Equally memorable is John Williams' soundtrack, the title fanfare has been used in every Star Wars movie to date, and of course, the motifs Williams creates for the characters fit them to a T. One can only imagine the atmosphere of Star Wars had it been scored by someone else....

With all this, and more, it's no wonder that Star Wars's impact is still going strong, and, at the risk of causing controversy, the original trilogy can easily hold its own against some of the more cinematically complex and impressive trilogies of our time such as The Lord of the Rings, The Godfather, and Back to the Future.

However, George Lucas wasn't satisfied with his original version of Star Wars (the miniscule budget he received could hardly be enough to develop some of the story's more ambitious scope), so in 1997, he and his company, LucasFilm Ltd., re-released the film as a "Special Edition". This version consists of some added-in and/or altered scenes as well as some more enhanced visual effects. Purists have opposed these additions, especially since Lucas has not decided to release the original print of Star Wars on DVD. While this is a valid argument, Lucas himself has stated that this revamp of A New Hope is his vision. But I don't want to get into the fan controversy about the Special Editions. On this account, I will say that watching this more beefed-up version is a treat in and of itself; it's interesting (and fun) to pinpoint the differences between the original and the new incarnations. Admittingly, some of the added-in stuff isn't really necessary (in particular, I could probably have done without the altered scene where Greedo shoots first at Han, although I'm not nearly as anal about it as others are), but they hardly affect the flow of the story and just add another level of enjoyment to the experience.
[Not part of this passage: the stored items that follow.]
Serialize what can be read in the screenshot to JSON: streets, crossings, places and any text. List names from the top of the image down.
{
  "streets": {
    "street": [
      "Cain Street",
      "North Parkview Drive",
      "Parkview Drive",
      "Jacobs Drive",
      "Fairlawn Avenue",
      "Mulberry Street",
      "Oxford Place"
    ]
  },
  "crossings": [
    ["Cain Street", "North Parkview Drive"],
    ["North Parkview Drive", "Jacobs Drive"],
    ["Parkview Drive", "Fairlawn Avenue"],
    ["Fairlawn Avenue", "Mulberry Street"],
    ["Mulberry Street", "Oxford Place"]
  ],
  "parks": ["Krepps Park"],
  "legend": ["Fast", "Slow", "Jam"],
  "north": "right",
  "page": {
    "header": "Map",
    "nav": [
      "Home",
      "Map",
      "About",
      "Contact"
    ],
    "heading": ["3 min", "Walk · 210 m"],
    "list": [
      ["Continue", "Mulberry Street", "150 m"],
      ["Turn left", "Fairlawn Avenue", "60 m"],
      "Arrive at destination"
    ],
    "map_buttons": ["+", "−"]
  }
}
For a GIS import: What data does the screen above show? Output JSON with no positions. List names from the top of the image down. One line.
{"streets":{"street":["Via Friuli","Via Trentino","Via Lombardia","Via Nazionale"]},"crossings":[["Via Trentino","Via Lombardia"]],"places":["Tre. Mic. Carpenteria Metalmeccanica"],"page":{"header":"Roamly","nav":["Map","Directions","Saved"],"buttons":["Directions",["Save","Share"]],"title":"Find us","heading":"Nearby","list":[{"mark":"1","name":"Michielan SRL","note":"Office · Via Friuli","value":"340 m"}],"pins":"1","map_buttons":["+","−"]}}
For this DVD release of A New Hope (which coincides with the DVD release of the original trilogy), the movie has been tinkered with yet again, this time to fix some of the more glaring flaws that were present in the Special Editions. Although it's not completely perfect (I did notice some matte-boxing around some of the starships in some shots), this version is about as good as it can get. Yes, I would like a chance to own the original on DVD as well, but this presentation is still excellent--the hard work that went into the visual and aural restoration is very commendable and is especially spectacular if you have a widescreen TV or state-of-the-art sound system.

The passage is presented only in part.